For a good deal of time now (perhaps since the resurrection itself, or shortly thereafter) there has been an ongoing dispute between faith and works. Many argue that the laws established in the Old Testament no longer affect us, and therefore because of our Savior’s death and resurrection, we are no longer expected to follow the rules put forth by God before the coming of Christ. They are wrong.
This subject, I believe, is a very important element in Christianity; perhaps one of the most important. It deals not only with what God expects from us, but also what He has provided for us, not only for our edification, but also for our benefit; our peace of mind, and our testimony.
At this point, instead of laying Scripture on top of Scripture to document works versus faith, I think it more important to establish a firm foundation of the subject matter to be built upon at a later date. However, I believe certain Scriptural statements are pertinent to our foundation, and so I will place them below accordingly.
Think not that I am come to destroy the law, or the prophets: I am not come to destroy, but to fulfill. For verily I say unto you, till heaven and earth pass, one jot, or one tittle shall in no wise pass from the law, til all be fulfilled. - Matthew 5:17-18
Has all been fulfilled? Of course it hasn’t. We’re still here. Heaven and earth have not passed away, and so therefore, from Christ’s lips, neither has the law.
If this is the case, then where does “obedience” lie? What effect does it have on us? Where do “works” come into play? Obedience is a matter of “work” after all. First off, we know the Word of God is 1) complete, and 2) bears no contradictions. At first glance, it appears that the law is in place, but we are in fact UNABLE TO LIVE BY IT.

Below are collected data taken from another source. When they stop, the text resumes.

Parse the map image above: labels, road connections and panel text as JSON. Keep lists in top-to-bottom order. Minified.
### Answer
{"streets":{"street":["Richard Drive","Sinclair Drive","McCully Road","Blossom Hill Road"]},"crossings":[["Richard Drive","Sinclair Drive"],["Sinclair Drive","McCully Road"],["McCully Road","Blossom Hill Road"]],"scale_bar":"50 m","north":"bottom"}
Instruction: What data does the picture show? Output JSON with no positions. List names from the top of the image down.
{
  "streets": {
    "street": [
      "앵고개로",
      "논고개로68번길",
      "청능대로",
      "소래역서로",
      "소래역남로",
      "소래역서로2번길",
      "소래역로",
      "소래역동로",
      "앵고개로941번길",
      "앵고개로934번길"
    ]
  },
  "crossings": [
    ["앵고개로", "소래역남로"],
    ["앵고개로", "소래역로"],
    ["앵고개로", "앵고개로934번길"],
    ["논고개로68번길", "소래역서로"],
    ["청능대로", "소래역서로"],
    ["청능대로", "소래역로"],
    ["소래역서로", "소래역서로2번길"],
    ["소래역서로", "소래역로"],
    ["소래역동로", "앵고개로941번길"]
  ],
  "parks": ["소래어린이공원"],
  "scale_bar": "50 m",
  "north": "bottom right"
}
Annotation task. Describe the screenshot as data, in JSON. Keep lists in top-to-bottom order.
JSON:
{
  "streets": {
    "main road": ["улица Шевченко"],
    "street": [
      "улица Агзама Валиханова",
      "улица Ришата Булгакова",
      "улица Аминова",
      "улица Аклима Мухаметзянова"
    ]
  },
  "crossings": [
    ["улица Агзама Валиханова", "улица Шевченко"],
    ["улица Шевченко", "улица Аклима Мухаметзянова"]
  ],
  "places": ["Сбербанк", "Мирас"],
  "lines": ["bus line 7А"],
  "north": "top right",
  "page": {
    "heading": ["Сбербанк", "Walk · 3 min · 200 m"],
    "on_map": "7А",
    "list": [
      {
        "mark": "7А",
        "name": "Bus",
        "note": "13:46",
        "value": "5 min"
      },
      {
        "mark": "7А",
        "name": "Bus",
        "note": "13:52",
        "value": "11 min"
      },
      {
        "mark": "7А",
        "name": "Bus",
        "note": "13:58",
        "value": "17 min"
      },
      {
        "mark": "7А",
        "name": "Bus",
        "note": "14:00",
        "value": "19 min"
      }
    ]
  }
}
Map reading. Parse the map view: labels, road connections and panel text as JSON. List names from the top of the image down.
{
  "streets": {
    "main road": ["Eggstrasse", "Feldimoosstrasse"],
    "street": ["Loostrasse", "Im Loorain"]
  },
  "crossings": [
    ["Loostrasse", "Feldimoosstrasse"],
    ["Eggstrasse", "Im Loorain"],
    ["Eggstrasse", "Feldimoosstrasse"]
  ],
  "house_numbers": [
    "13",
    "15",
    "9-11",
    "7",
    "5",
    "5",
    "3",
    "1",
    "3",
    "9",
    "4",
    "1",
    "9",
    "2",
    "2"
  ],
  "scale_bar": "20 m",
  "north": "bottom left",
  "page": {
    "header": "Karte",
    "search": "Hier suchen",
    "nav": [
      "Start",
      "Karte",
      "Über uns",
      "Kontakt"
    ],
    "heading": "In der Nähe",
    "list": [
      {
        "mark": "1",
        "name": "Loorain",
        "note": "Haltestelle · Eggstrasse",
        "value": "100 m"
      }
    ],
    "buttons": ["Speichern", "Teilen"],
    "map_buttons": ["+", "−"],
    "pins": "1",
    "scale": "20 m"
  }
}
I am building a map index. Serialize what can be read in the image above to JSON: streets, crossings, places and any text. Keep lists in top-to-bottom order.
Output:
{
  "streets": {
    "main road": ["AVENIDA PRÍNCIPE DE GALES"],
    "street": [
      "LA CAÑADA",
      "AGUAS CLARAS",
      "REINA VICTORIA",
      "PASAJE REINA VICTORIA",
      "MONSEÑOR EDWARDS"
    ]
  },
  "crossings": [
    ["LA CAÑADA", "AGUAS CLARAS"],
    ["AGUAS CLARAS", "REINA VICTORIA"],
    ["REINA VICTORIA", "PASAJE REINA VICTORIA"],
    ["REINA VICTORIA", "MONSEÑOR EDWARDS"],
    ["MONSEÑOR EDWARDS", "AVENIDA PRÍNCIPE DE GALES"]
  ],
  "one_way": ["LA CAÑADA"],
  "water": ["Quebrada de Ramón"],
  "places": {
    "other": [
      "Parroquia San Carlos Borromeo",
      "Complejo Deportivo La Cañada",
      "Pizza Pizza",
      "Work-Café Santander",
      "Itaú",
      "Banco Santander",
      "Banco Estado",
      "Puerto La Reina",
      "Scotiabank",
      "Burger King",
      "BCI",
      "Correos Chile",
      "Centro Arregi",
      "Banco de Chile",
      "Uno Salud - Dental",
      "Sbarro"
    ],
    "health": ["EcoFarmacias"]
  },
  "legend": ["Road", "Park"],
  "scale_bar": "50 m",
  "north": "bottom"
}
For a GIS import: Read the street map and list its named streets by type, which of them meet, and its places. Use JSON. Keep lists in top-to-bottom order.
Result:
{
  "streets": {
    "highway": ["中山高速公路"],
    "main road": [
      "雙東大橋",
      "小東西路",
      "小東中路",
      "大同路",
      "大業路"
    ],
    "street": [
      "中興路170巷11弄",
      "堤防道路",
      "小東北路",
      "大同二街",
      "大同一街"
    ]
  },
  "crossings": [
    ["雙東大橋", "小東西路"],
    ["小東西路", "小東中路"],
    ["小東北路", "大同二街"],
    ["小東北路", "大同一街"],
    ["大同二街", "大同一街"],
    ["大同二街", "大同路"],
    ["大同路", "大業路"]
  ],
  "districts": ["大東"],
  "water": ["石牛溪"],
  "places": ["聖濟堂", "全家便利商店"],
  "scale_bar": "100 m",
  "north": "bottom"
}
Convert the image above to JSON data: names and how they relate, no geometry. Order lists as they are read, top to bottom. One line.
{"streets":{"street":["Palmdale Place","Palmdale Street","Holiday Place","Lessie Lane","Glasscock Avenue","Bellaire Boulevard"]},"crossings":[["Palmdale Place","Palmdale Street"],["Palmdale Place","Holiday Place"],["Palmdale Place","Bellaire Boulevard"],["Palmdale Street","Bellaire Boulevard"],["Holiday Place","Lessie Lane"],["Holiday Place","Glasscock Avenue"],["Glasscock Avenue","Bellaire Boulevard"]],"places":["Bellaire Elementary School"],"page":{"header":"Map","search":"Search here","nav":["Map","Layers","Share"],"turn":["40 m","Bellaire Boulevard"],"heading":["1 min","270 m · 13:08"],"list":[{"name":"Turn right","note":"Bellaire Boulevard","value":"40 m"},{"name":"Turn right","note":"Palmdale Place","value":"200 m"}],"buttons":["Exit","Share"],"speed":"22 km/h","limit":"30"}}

Paul states in Romans 1:17 that For therein is the righteousness of God revealed from faith to faith: as it is written, The just shall live by faith.
Clearly according to this statement, we LIVE BY FAITH. Yet Christ tells us that 1) the law is not destroyed in any wise. 2) He tells us:
John 14:21 He that has my commandments, and keeps them, he it is that loves me: and he that loves me shall be loved of my Father, and I will love him, and will manifest myself to him. 22 Judas said unto him, not Iscariot, “Lord, how is it that you will manifest yourself unto us, and not unto the world?” 23 Jesus answered and said unto him, “If a man love me, HE WILL KEEP MY WORDS: and my Father will love him, and we will come unto him, and make our abode with him. 24 He that loves Me not KEEPS NOT MY SAYINGS: and the word which you hear is not mine, but the Father's which sent me.”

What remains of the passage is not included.